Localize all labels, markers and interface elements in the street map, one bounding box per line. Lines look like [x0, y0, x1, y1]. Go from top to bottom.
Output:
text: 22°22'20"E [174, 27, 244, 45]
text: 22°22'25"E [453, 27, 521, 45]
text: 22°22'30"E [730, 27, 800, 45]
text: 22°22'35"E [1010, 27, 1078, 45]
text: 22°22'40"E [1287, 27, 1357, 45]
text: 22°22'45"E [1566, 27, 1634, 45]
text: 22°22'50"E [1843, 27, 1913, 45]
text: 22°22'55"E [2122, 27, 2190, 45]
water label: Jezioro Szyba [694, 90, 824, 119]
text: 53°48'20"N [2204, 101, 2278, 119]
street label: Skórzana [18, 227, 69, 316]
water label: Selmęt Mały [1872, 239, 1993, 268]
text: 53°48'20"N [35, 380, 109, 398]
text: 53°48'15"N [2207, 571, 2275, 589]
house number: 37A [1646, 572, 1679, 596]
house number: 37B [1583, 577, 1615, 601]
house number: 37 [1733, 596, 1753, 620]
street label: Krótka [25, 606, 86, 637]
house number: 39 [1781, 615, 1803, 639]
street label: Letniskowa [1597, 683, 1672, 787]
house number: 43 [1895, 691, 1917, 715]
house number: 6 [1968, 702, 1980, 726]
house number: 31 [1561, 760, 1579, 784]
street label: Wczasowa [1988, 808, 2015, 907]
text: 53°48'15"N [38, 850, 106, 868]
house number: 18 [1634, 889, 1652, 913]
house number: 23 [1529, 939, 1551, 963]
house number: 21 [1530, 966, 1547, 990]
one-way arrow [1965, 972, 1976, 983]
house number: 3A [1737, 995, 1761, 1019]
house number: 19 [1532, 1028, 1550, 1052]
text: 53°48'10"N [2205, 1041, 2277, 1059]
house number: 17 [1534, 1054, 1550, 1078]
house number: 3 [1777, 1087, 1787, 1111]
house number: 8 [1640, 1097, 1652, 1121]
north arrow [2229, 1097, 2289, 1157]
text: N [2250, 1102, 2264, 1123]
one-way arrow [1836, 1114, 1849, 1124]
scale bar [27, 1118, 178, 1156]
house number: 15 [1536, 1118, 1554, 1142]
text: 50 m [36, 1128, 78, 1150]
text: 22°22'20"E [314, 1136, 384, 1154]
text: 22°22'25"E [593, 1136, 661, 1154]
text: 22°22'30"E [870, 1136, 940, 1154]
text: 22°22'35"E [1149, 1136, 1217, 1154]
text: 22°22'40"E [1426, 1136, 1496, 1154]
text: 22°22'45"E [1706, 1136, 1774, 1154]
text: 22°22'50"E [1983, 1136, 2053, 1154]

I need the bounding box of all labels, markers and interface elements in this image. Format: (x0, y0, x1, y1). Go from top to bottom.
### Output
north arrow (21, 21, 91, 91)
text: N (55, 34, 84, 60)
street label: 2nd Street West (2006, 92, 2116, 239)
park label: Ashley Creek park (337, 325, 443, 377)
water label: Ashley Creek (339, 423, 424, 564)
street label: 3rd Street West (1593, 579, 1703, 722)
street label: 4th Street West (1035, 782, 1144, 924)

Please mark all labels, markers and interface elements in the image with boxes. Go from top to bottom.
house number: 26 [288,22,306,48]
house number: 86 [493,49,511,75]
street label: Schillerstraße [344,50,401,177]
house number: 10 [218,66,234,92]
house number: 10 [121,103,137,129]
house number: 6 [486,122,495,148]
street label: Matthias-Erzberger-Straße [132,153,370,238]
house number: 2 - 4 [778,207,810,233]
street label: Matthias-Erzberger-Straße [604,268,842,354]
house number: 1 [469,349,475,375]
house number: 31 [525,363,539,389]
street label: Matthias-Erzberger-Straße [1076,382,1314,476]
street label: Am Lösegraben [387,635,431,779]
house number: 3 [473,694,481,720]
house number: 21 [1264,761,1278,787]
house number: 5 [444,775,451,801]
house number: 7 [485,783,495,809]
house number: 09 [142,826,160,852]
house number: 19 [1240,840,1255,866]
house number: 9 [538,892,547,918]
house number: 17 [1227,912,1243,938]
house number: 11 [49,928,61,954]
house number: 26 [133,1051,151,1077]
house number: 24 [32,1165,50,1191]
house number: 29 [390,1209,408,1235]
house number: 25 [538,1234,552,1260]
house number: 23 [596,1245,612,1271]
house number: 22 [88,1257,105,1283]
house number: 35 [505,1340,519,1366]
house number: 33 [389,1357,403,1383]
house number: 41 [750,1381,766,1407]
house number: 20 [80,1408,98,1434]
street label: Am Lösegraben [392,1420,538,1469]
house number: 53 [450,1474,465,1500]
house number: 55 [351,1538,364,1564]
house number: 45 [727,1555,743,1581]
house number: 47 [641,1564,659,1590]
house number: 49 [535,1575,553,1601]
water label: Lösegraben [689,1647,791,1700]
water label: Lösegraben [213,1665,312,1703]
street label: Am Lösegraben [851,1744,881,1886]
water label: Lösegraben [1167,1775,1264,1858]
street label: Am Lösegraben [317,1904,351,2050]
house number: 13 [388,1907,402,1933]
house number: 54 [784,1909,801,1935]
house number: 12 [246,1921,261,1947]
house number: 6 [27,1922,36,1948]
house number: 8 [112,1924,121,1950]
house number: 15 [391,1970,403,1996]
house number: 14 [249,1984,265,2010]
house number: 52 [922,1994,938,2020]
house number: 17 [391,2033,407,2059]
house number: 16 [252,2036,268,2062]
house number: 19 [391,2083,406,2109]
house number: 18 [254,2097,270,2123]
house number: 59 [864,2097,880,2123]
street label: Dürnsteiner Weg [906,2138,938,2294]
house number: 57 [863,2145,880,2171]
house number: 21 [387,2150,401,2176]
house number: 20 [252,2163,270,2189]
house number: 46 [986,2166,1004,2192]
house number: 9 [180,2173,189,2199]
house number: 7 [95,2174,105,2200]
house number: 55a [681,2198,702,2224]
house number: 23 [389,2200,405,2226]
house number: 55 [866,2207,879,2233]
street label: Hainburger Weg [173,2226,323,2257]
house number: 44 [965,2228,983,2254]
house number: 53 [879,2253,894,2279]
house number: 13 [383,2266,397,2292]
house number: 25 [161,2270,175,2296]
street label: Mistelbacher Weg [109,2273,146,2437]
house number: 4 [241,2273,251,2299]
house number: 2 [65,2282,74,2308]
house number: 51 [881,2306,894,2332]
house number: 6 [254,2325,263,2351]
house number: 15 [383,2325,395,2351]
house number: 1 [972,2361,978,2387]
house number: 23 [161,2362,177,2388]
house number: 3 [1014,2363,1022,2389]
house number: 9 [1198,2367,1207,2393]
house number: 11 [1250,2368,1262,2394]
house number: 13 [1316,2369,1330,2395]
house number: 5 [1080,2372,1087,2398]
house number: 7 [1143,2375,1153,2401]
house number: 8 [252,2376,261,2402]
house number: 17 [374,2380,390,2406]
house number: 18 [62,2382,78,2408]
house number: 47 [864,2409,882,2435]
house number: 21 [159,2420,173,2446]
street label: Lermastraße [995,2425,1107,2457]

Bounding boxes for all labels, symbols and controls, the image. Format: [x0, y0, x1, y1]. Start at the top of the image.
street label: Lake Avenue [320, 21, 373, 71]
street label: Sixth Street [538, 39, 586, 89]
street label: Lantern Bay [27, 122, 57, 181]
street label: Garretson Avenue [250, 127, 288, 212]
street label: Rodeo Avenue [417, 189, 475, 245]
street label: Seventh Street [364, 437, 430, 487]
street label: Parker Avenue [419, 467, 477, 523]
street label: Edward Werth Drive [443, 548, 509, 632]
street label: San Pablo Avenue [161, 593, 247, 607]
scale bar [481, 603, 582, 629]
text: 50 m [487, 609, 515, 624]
——————————
▶ [TASK REQUIREMENTS]
Beginning with the first line, transcribe the complete listing exactly.

▶ [RESPONSE TO THIS EXERCISE]
Localize all labels, markers and interface elements in the street map, one bounding box per line. Lines look like [x0, y0, x1, y1]. Go from top to bottom.
Output:
text: 22°22'20"E [174, 27, 244, 45]
text: 22°22'25"E [453, 27, 521, 45]
text: 22°22'30"E [730, 27, 800, 45]
text: 22°22'35"E [1010, 27, 1078, 45]
text: 22°22'40"E [1287, 27, 1357, 45]
text: 22°22'45"E [1566, 27, 1634, 45]
text: 22°22'50"E [1843, 27, 1913, 45]
text: 22°22'55"E [2122, 27, 2190, 45]
water label: Jezioro Szyba [694, 90, 824, 119]
text: 53°48'20"N [2204, 101, 2278, 119]
street label: Skórzana [18, 227, 69, 316]
water label: Selmęt Mały [1872, 239, 1993, 268]
text: 53°48'20"N [35, 380, 109, 398]
text: 53°48'15"N [2207, 571, 2275, 589]
house number: 37A [1646, 572, 1679, 596]
house number: 37B [1583, 577, 1615, 601]
house number: 37 [1733, 596, 1753, 620]
street label: Krótka [25, 606, 86, 637]
house number: 39 [1781, 615, 1803, 639]
street label: Letniskowa [1597, 683, 1672, 787]
house number: 43 [1895, 691, 1917, 715]
house number: 6 [1968, 702, 1980, 726]
house number: 31 [1561, 760, 1579, 784]
street label: Wczasowa [1988, 808, 2015, 907]
text: 53°48'15"N [38, 850, 106, 868]
house number: 18 [1634, 889, 1652, 913]
house number: 23 [1529, 939, 1551, 963]
house number: 21 [1530, 966, 1547, 990]
one-way arrow [1965, 972, 1976, 983]
house number: 3A [1737, 995, 1761, 1019]
house number: 19 [1532, 1028, 1550, 1052]
text: 53°48'10"N [2205, 1041, 2277, 1059]
house number: 17 [1534, 1054, 1550, 1078]
house number: 3 [1777, 1087, 1787, 1111]
house number: 8 [1640, 1097, 1652, 1121]
north arrow [2229, 1097, 2289, 1157]
text: N [2250, 1102, 2264, 1123]
one-way arrow [1836, 1114, 1849, 1124]
scale bar [27, 1118, 178, 1156]
house number: 15 [1536, 1118, 1554, 1142]
text: 50 m [36, 1128, 78, 1150]
text: 22°22'20"E [314, 1136, 384, 1154]
text: 22°22'25"E [593, 1136, 661, 1154]
text: 22°22'30"E [870, 1136, 940, 1154]
text: 22°22'35"E [1149, 1136, 1217, 1154]
text: 22°22'40"E [1426, 1136, 1496, 1154]
text: 22°22'45"E [1706, 1136, 1774, 1154]
text: 22°22'50"E [1983, 1136, 2053, 1154]

I need the bounding box of all labels, markers and interface elements in this image. Format: (x0, y0, x1, y1). Go from top to bottom.
### Output
north arrow (21, 21, 91, 91)
text: N (55, 34, 84, 60)
street label: 2nd Street West (2006, 92, 2116, 239)
park label: Ashley Creek park (337, 325, 443, 377)
water label: Ashley Creek (339, 423, 424, 564)
street label: 3rd Street West (1593, 579, 1703, 722)
street label: 4th Street West (1035, 782, 1144, 924)

Please mark all labels, markers and interface elements in the image with boxes. Go from top to bottom.
house number: 26 [288,22,306,48]
house number: 86 [493,49,511,75]
street label: Schillerstraße [344,50,401,177]
house number: 10 [218,66,234,92]
house number: 10 [121,103,137,129]
house number: 6 [486,122,495,148]
street label: Matthias-Erzberger-Straße [132,153,370,238]
house number: 2 - 4 [778,207,810,233]
street label: Matthias-Erzberger-Straße [604,268,842,354]
house number: 1 [469,349,475,375]
house number: 31 [525,363,539,389]
street label: Matthias-Erzberger-Straße [1076,382,1314,476]
street label: Am Lösegraben [387,635,431,779]
house number: 3 [473,694,481,720]
house number: 21 [1264,761,1278,787]
house number: 5 [444,775,451,801]
house number: 7 [485,783,495,809]
house number: 09 [142,826,160,852]
house number: 19 [1240,840,1255,866]
house number: 9 [538,892,547,918]
house number: 17 [1227,912,1243,938]
house number: 11 [49,928,61,954]
house number: 26 [133,1051,151,1077]
house number: 24 [32,1165,50,1191]
house number: 29 [390,1209,408,1235]
house number: 25 [538,1234,552,1260]
house number: 23 [596,1245,612,1271]
house number: 22 [88,1257,105,1283]
house number: 35 [505,1340,519,1366]
house number: 33 [389,1357,403,1383]
house number: 41 [750,1381,766,1407]
house number: 20 [80,1408,98,1434]
street label: Am Lösegraben [392,1420,538,1469]
house number: 53 [450,1474,465,1500]
house number: 55 [351,1538,364,1564]
house number: 45 [727,1555,743,1581]
house number: 47 [641,1564,659,1590]
house number: 49 [535,1575,553,1601]
water label: Lösegraben [689,1647,791,1700]
water label: Lösegraben [213,1665,312,1703]
street label: Am Lösegraben [851,1744,881,1886]
water label: Lösegraben [1167,1775,1264,1858]
street label: Am Lösegraben [317,1904,351,2050]
house number: 13 [388,1907,402,1933]
house number: 54 [784,1909,801,1935]
house number: 12 [246,1921,261,1947]
house number: 6 [27,1922,36,1948]
house number: 8 [112,1924,121,1950]
house number: 15 [391,1970,403,1996]
house number: 14 [249,1984,265,2010]
house number: 52 [922,1994,938,2020]
house number: 17 [391,2033,407,2059]
house number: 16 [252,2036,268,2062]
house number: 19 [391,2083,406,2109]
house number: 18 [254,2097,270,2123]
house number: 59 [864,2097,880,2123]
street label: Dürnsteiner Weg [906,2138,938,2294]
house number: 57 [863,2145,880,2171]
house number: 21 [387,2150,401,2176]
house number: 20 [252,2163,270,2189]
house number: 46 [986,2166,1004,2192]
house number: 9 [180,2173,189,2199]
house number: 7 [95,2174,105,2200]
house number: 55a [681,2198,702,2224]
house number: 23 [389,2200,405,2226]
house number: 55 [866,2207,879,2233]
street label: Hainburger Weg [173,2226,323,2257]
house number: 44 [965,2228,983,2254]
house number: 53 [879,2253,894,2279]
house number: 13 [383,2266,397,2292]
house number: 25 [161,2270,175,2296]
street label: Mistelbacher Weg [109,2273,146,2437]
house number: 4 [241,2273,251,2299]
house number: 2 [65,2282,74,2308]
house number: 51 [881,2306,894,2332]
house number: 6 [254,2325,263,2351]
house number: 15 [383,2325,395,2351]
house number: 1 [972,2361,978,2387]
house number: 23 [161,2362,177,2388]
house number: 3 [1014,2363,1022,2389]
house number: 9 [1198,2367,1207,2393]
house number: 11 [1250,2368,1262,2394]
house number: 13 [1316,2369,1330,2395]
house number: 5 [1080,2372,1087,2398]
house number: 7 [1143,2375,1153,2401]
house number: 8 [252,2376,261,2402]
house number: 17 [374,2380,390,2406]
house number: 18 [62,2382,78,2408]
house number: 47 [864,2409,882,2435]
house number: 21 [159,2420,173,2446]
street label: Lermastraße [995,2425,1107,2457]

Bounding boxes for all labels, symbols and controls, the image. Format: [x0, y0, x1, y1]. Start at the top of the image.
street label: Lake Avenue [320, 21, 373, 71]
street label: Sixth Street [538, 39, 586, 89]
street label: Lantern Bay [27, 122, 57, 181]
street label: Garretson Avenue [250, 127, 288, 212]
street label: Rodeo Avenue [417, 189, 475, 245]
street label: Seventh Street [364, 437, 430, 487]
street label: Parker Avenue [419, 467, 477, 523]
street label: Edward Werth Drive [443, 548, 509, 632]
street label: San Pablo Avenue [161, 593, 247, 607]
scale bar [481, 603, 582, 629]
text: 50 m [487, 609, 515, 624]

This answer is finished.